== WHAT NEEDS TO BE DONE ==
A single number is the answer here: the count of lines in the records below in which the word "text" appears.

=== Begin Enclosure ===

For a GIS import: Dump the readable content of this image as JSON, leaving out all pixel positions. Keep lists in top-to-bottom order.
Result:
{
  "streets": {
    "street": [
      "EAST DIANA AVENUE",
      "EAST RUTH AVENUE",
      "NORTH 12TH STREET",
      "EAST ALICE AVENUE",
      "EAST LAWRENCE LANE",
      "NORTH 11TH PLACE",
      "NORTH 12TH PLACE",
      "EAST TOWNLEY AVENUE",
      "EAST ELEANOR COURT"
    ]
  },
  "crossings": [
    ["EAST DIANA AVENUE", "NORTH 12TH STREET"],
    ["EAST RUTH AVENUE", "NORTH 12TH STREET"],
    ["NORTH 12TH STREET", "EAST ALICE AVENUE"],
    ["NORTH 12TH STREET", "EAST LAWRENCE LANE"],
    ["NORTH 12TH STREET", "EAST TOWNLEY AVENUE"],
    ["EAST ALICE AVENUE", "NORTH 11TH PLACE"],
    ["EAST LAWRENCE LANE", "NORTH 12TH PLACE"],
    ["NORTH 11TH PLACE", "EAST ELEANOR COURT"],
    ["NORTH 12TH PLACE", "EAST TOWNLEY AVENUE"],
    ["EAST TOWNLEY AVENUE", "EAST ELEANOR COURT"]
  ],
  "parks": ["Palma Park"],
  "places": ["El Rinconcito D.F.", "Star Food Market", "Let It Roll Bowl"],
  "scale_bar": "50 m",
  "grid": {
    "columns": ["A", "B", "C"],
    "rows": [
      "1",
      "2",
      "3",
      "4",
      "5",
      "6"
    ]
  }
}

=== End Enclosure ===
=== Begin Enclosure ===

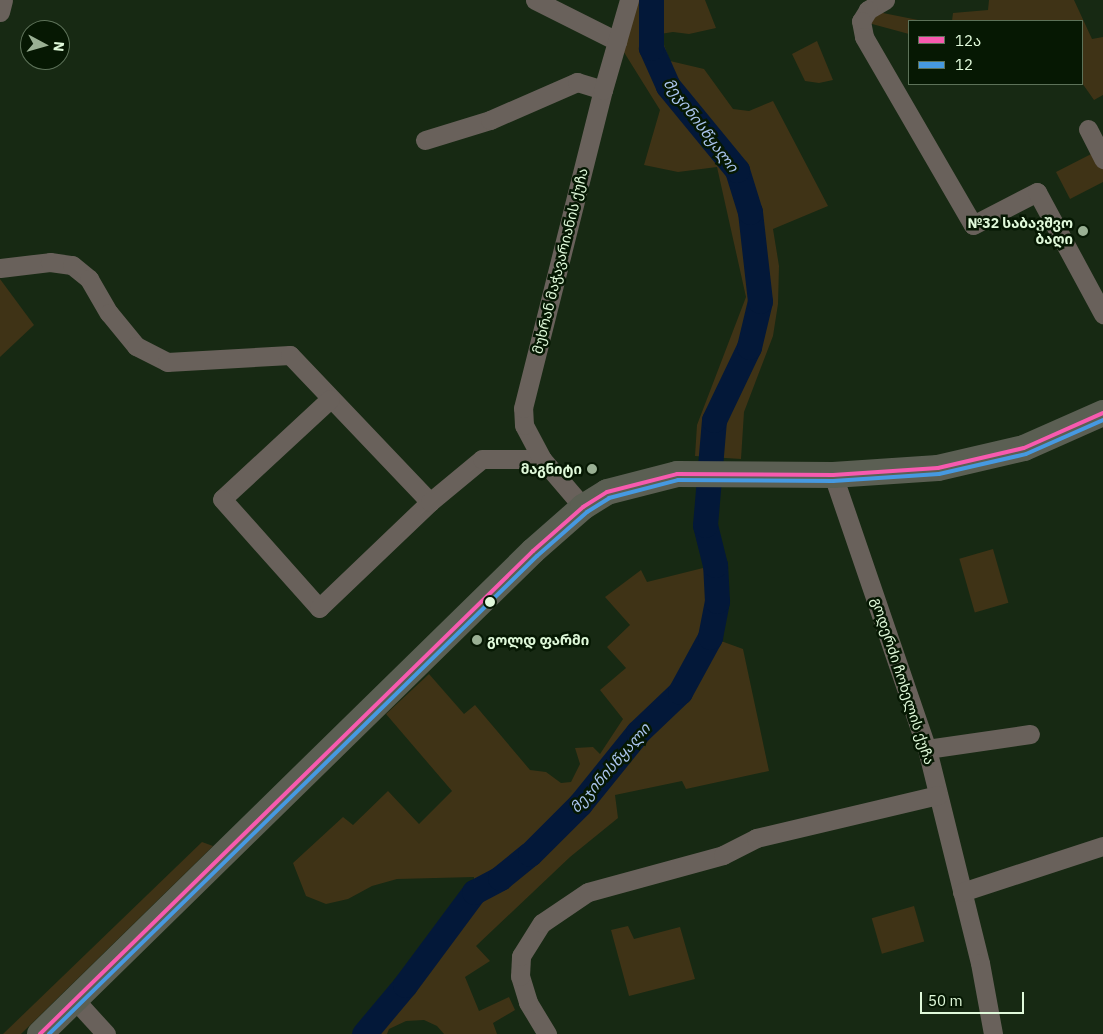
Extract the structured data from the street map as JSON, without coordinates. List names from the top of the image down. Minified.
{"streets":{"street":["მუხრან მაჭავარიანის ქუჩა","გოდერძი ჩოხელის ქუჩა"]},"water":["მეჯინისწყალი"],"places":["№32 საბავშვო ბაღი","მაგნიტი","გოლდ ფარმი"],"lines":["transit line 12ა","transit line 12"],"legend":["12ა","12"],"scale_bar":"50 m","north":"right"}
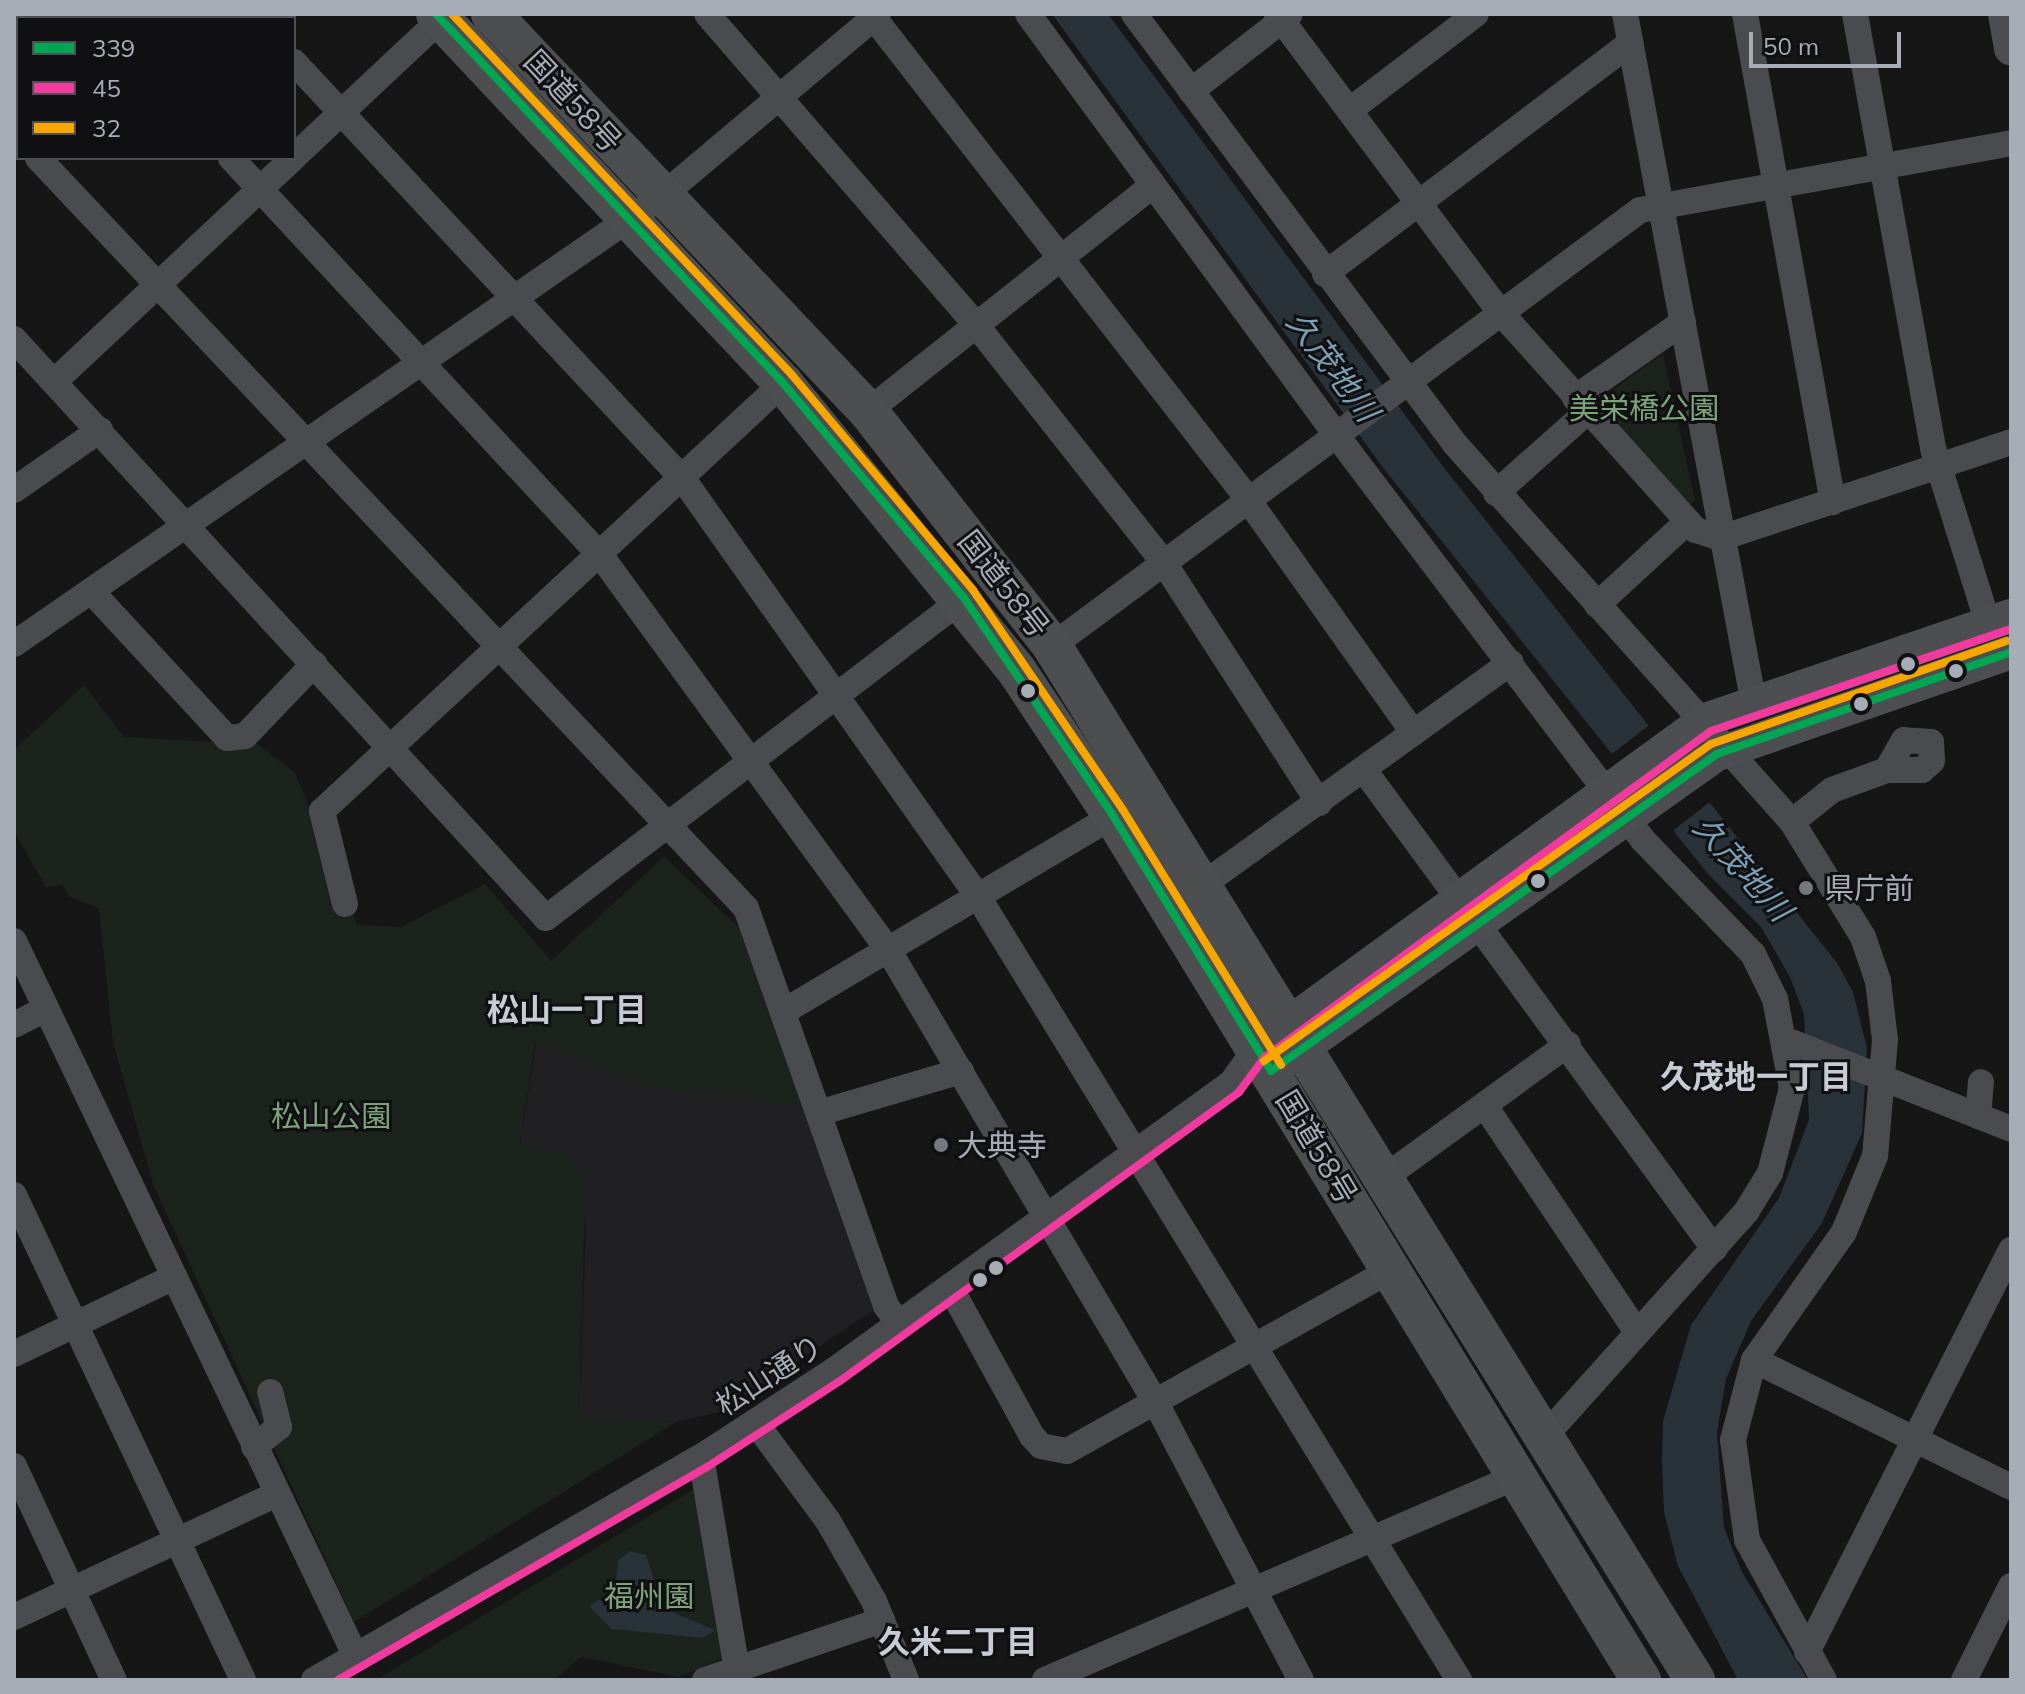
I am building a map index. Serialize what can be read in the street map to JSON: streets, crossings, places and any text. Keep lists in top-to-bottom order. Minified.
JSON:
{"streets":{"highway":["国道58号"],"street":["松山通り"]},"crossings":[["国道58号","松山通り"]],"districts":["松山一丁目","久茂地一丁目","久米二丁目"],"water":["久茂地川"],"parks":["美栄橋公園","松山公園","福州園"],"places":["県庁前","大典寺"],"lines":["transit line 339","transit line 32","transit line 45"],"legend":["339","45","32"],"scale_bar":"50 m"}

=== End Enclosure ===
=== Begin Enclosure ===

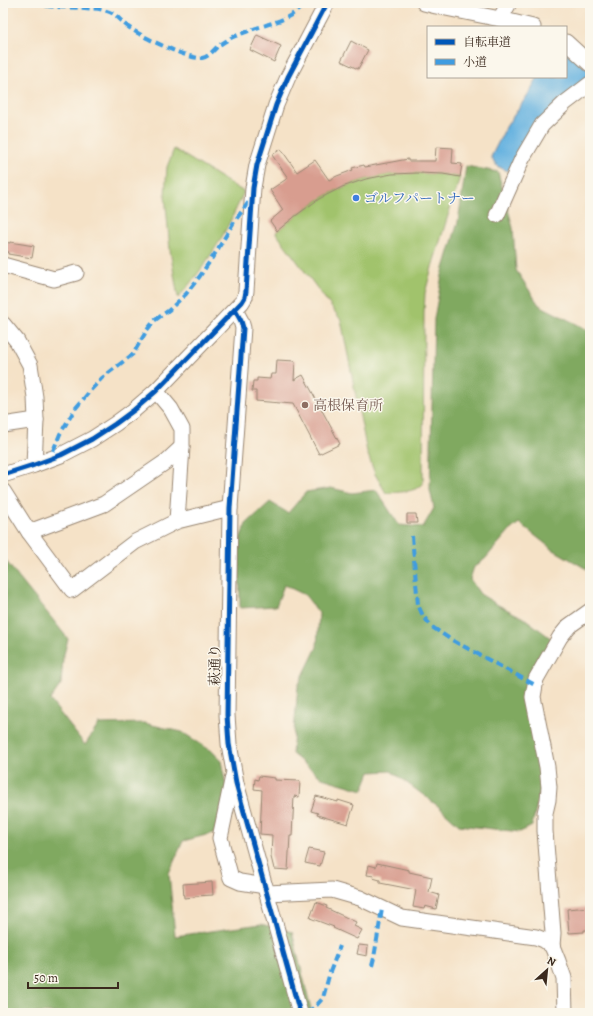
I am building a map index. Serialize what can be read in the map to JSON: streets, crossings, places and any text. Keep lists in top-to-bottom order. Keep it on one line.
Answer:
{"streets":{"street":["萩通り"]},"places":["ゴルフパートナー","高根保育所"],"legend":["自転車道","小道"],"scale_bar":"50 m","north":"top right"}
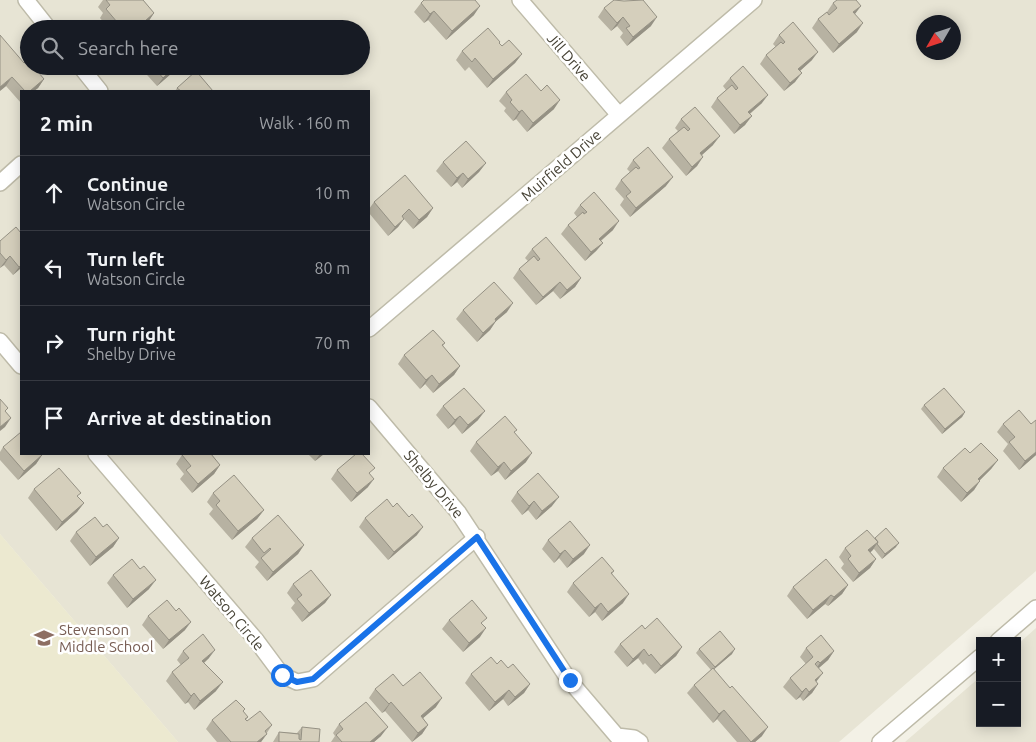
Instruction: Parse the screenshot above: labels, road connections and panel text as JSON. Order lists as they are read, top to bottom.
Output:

=== End Enclosure ===

== RESPONSE TO THIS EXERCISE ==
3